Unsupervised machine learning for unbiased chemical classification in X-ray absorption spectroscopy and X-ray emission spectroscopy†
Abstract
We report a comprehensive computational study of unsupervised machine learning for extraction of chemically relevant information in X-ray absorption near edge structure (XANES) and in valence-to-core X-ray emission spectra (VtC-XES) for classification of a broad ensemble of sulphorganic molecules. By progressively decreasing the constraining assumptions of the unsupervised machine learning algorithm, moving from principal component analysis (PCA) to a variational autoencoder (VAE) to t-distributed stochastic neighbour embedding (t-SNE), we find improved sensitivity to steadily more refined chemical information.
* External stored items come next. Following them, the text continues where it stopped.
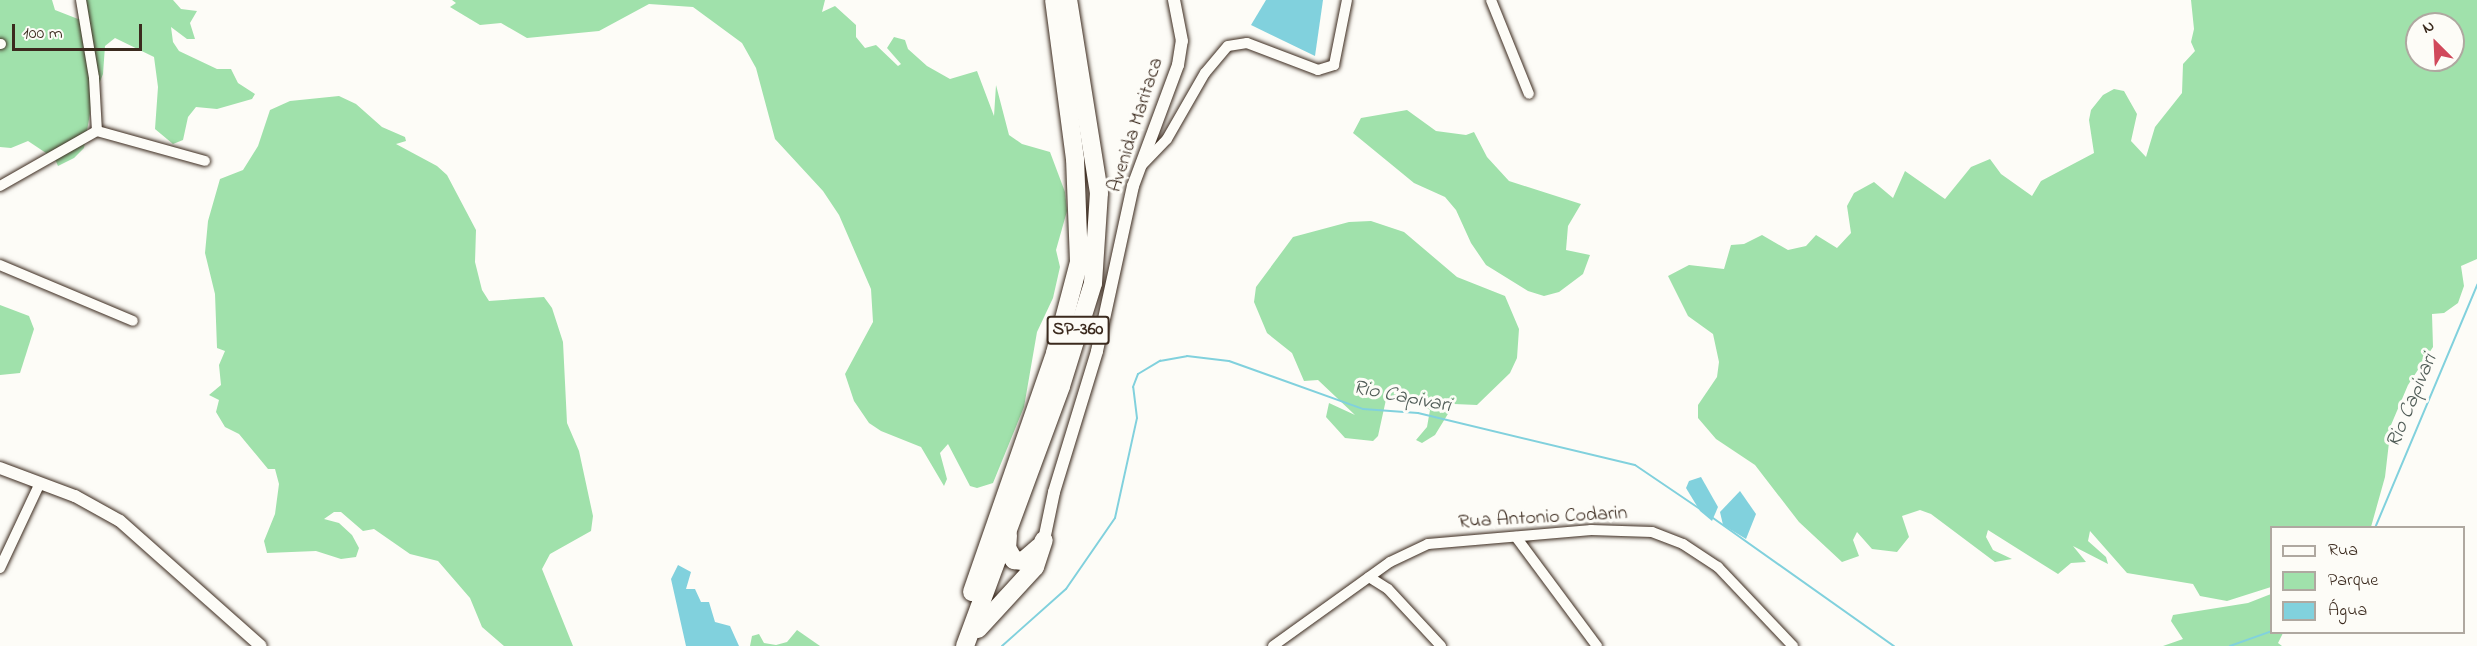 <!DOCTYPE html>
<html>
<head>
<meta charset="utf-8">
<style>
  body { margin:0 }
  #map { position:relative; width:2477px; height:646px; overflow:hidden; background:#fdfcf7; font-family:"Indie Flower",sans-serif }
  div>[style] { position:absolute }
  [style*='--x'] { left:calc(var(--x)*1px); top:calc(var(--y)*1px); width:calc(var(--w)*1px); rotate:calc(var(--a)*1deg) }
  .green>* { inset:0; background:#a0e1ab }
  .water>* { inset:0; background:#81d1dd }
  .stream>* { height:2px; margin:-1px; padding:0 1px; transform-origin:1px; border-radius:1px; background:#81d1dd }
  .roads { filter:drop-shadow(0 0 2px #3b2a1e) drop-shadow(0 0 2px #3b2a1e) }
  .minor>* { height:10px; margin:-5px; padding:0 5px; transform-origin:5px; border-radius:5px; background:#fdfcf7 }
  .tertiary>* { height:12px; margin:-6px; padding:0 6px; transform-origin:6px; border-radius:6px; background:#fdfcf7 }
  .motorway>* { height:18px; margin:-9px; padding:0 9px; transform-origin:9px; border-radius:9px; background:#fdfcf7 }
  span { translate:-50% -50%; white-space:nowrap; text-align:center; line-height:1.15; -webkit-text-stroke:6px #fdfcf7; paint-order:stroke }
  .shield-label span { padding:2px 4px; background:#fdfcf7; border:2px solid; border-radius:4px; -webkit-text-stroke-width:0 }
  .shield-label { font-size:18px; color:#3b2a1e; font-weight:700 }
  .street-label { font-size:20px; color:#3b2a1e }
  .water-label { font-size:21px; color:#505c57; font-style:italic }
  .legend { position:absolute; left:2270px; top:526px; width:195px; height:108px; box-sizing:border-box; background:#fdfcf7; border:2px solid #afa8a0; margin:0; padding:8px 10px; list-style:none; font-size:18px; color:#3b2a1e }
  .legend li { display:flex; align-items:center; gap:12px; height:30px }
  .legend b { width:30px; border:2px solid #afa8a0 }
  .north { position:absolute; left:2405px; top:12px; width:60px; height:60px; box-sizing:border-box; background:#fdfcf7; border:2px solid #afa8a0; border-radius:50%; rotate:336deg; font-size:16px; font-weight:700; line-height:24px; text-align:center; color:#3b2a1e }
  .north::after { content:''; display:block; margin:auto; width:21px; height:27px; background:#d1495b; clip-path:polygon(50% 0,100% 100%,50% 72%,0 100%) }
  .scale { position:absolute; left:12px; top:24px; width:130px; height:27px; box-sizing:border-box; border:3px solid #3b2a1e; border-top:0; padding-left:8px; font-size:18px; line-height:21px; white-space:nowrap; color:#3b2a1e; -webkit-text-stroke:4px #fdfcf7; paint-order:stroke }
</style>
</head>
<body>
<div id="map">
  <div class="green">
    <i style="clip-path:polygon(0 0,52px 0,55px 10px,78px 19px,83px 18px,84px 0,173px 0,181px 9px,197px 11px,190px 23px,195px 39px,187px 39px,171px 27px,173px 42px,179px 51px,217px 69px,231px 69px,238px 83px,255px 94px,252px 99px,217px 109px,196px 107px,188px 117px,183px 140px,173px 144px,155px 129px,158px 87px,154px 57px,115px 38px,105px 46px,103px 74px,92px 102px,84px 148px,74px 158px,58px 166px,55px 159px,28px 141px,11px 148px,0 147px)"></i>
    <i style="clip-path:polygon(452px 0,825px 0,822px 12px,835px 6px,856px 25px,856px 37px,865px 48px,876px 45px,898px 66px,901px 64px,887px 48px,894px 37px,905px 40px,908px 49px,927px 66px,950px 79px,977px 71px,994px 116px,996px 85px,1009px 135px,1022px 144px,1050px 152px,1065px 192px,1067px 211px,1056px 250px,1060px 267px,1053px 298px,1037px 332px,1024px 407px,993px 483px,977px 488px,970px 486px,948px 444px,940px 453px,947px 479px,944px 486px,921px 447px,881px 431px,869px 423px,854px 401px,845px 374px,873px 322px,871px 289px,839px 215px,823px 191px,775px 139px,756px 68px,742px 43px,693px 7px,649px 4px,599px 31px,527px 38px,501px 23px,480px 25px,450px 7px,456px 3px)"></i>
    <i style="clip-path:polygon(evenodd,2191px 0,2477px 0,2477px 259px,2461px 266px,2464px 286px,2458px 303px,2444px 313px,2432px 314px,2433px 347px,2408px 385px,2391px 425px,2385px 477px,2371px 527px,2272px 528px,2271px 587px,2227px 601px,2200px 596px,2193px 584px,2127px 573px,2090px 531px,2088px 541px,2106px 557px,2108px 564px,2073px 546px,2086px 562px,2071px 563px,2058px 574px,1988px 530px,1986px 537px,1993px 550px,2012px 559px,1995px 562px,1931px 514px,1920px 510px,1902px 516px,1909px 537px,1897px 552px,1872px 549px,1857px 532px,1853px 540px,1859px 556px,1842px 562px,1799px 522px,1755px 465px,1716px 439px,1698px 418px,1698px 405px,1717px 377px,1719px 362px,1713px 334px,1688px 316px,1668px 276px,1689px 265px,1724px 269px,1731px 245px,1744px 244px,1762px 235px,1788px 250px,1806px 246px,1816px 235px,1837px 248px,1851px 233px,1847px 206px,1854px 193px,1874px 182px,1893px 198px,1905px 171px,1945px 199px,1971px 167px,1990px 159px,2001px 174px,2032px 196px,2041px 181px,2094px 153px,2089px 120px,2091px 110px,2103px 95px,2114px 89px,2124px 91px,2137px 114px,2131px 141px,2146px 157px,2155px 127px,2182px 93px,2183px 64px,2195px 51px,2191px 42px,2194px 29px,2191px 0,2417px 24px,2453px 24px,2453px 60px,2417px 60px,2417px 24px)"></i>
    <i style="clip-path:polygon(339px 96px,356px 104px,382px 127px,405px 137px,406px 141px,396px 144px,437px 166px,447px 175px,476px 230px,475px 262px,482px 290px,489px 301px,544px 297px,552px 308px,563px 342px,567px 423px,579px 451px,593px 516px,591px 531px,550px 554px,542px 569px,573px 646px,504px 646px,482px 627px,470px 598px,438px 561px,410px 554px,374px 529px,363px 531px,341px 512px,334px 512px,324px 519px,339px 523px,352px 535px,359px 548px,356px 557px,341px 559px,316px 551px,267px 553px,264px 541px,275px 514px,279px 484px,275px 469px,268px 469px,239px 434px,225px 427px,216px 412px,219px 400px,209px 395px,221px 385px,219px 365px,225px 351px,217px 348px,215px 294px,205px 253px,208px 221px,220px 179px,243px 170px,258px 146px,270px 110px,290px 101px)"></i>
    <i style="clip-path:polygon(1407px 110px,1436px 131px,1466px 135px,1474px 132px,1487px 157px,1509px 181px,1581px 204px,1568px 226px,1566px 250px,1590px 255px,1583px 274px,1559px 292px,1544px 296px,1528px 291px,1486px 265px,1471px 243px,1456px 210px,1445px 197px,1414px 183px,1353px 133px,1361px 118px)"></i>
    <i style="clip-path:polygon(1371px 221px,1404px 232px,1457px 277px,1505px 296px,1519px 329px,1517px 358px,1510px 373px,1477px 405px,1454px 404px,1435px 435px,1422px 443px,1416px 440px,1427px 427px,1430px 410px,1416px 401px,1387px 395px,1378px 436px,1373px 441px,1345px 438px,1326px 417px,1329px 403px,1355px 415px,1318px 380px,1304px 381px,1292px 353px,1267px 333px,1254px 302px,1256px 287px,1293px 237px,1349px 222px)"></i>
    <i style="clip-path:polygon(0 305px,29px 316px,34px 329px,20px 373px,0 375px)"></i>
    <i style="clip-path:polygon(2271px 594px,2272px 632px,2283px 633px,2278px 643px,2282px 646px,2163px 646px,2183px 639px,2171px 621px,2173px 615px,2248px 603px)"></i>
    <i style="clip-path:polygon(797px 630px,820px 646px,750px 646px,752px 636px,759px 634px,764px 643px,776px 645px,787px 642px)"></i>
  </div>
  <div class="water">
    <i style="clip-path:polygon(1266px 0,1323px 0,1315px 56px,1251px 25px)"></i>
    <i style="clip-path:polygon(1701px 477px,1718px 507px,1712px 521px,1700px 511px,1686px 488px,1689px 481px)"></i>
    <i style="clip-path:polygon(1740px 491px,1756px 514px,1746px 539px,1723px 525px,1720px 512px)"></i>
    <i style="clip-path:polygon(678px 565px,691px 572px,686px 589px,695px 589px,701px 602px,709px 602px,715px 622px,730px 626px,739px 646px,686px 646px,671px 579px)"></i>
  </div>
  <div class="stream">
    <i style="--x:1713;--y:518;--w:222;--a:35.3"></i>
    <i style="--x:2375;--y:528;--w:264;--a:-67.2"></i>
    <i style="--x:1002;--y:646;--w:86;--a:-41.7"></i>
    <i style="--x:1066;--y:589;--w:86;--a:-55.4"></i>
    <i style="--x:1115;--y:518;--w:102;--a:-77.6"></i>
    <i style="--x:1137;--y:418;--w:31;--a:-97"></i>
    <i style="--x:1133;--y:387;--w:14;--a:-69"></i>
    <i style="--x:1138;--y:374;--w:26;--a:-31"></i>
    <i style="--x:1160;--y:361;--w:27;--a:-10"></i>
    <i style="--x:1187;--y:356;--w:42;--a:6.8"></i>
    <i style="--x:1229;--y:361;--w:142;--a:19.7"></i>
    <i style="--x:1363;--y:409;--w:55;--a:4.2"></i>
    <i style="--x:1418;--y:413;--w:223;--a:13.5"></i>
    <i style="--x:1635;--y:465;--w:78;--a:34.1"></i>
    <i style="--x:2230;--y:646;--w:45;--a:-19.7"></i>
  </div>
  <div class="roads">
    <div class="minor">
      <i style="--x:81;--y:0;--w:79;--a:80.5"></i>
      <i style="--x:94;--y:78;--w:53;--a:86.8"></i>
      <i style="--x:1491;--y:0;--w:101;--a:68"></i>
      <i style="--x:0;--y:44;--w:1;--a:0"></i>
      <i style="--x:1141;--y:166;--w:37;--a:-46"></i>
      <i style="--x:1167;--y:139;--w:76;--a:-60.1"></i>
      <i style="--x:1205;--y:73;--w:35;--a:-50"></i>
      <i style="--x:1228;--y:46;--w:19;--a:-9"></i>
      <i style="--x:1247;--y:43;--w:76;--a:20.8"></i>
      <i style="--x:1318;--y:70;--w:17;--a:-17"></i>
      <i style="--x:1334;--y:65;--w:66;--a:-78.7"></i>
      <i style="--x:0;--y:186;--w:112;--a:-29.6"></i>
      <i style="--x:97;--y:131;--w:112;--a:15.5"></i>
      <i style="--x:0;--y:265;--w:144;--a:22.8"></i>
      <i style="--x:1516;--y:537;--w:136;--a:53.4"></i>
      <i style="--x:0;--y:568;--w:94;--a:-64.8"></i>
      <i style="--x:1369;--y:577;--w:22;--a:32"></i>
      <i style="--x:1388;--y:589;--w:78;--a:47.1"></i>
      <i style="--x:1273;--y:646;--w:144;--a:-35.7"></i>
      <i style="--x:1390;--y:562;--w:42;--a:-25.3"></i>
      <i style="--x:1428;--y:544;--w:164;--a:-4.9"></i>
      <i style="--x:1591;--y:530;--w:61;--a:1.9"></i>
      <i style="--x:1652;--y:532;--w:33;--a:21"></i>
      <i style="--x:1683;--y:544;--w:42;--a:33.3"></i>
      <i style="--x:1718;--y:567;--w:109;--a:46.5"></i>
    </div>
    <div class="tertiary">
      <i style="--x:0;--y:468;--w:80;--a:20.5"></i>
      <i style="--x:75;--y:496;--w:51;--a:29.1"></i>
      <i style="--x:120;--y:521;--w:188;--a:41.6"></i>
      <i style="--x:1044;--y:540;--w:49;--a:-78.2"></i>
      <i style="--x:1054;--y:492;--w:147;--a:-73"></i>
      <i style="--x:1097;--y:351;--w:169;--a:-77.7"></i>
      <i style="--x:1133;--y:186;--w:129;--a:-69.6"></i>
      <i style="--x:1178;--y:65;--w:24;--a:-81"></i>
      <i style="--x:1182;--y:41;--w:42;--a:-101"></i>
    </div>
    <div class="motorway">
      <i style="--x:1008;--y:535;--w:13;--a:94"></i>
      <i style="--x:1007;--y:548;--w:14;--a:60"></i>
      <i style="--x:1014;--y:560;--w:9;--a:6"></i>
      <i style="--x:1023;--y:561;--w:21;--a:-41"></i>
      <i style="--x:972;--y:592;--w:253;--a:-70.8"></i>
      <i style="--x:1055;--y:353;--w:94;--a:-75.2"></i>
      <i style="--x:1079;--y:262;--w:103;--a:-92.2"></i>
      <i style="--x:1075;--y:159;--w:160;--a:-97.5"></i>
      <i style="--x:978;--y:629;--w:84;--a:-47.4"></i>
      <i style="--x:1035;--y:567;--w:28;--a:-72"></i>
      <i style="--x:965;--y:646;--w:277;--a:-69.7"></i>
      <i style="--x:1061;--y:386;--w:108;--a:-72.7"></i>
      <i style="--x:1093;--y:283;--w:90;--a:-86.2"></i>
      <i style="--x:1099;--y:193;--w:195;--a:-99.1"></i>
    </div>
  </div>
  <div class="shield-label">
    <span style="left:1078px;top:330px">SP-360</span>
  </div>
  <div class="street-label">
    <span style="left:1136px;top:125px;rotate:-72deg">Avenida Maritaca</span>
    <span style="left:1543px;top:518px;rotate:-3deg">Rua Antonio Codarin</span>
  </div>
  <div class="water-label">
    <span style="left:1402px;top:397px;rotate:11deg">Rio Capivari</span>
    <span style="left:2412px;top:401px;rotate:-67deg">Rio Capivari</span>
  </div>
  <ul class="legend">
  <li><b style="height:8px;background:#fdfcf7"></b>Rua</li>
  <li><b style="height:16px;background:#a0e1ab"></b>Parque</li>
  <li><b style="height:16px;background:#81d1dd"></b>Água</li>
  </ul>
  <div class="north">N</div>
  <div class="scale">100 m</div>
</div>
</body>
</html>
Surprisingly, when embedding the ensemble of spectra in merely two dimensions, t-SNE distinguishes not just oxidation state and general sulphur bonding environment but also the aromaticity of the bonding radical group with 87% accuracy as well as identifying even finer details in electronic structure within aromatic or aliphatic sub-classes. We find that the chemical information in XANES and VtC-XES is very similar in character and content, although they unexpectedly have different sensitivity within a given molecular class. We also discuss likely benefits from further effort with unsupervised machine learning and from the interplay between supervised and unsupervised machine learning for X-ray spectroscopies. Our overall results, i.e., the ability to reliably classify without user bias and to discover unexpected chemical signatures for XANES and VtC-XES, likely generalize to other systems as well as to other one-dimensional chemical spectroscopies.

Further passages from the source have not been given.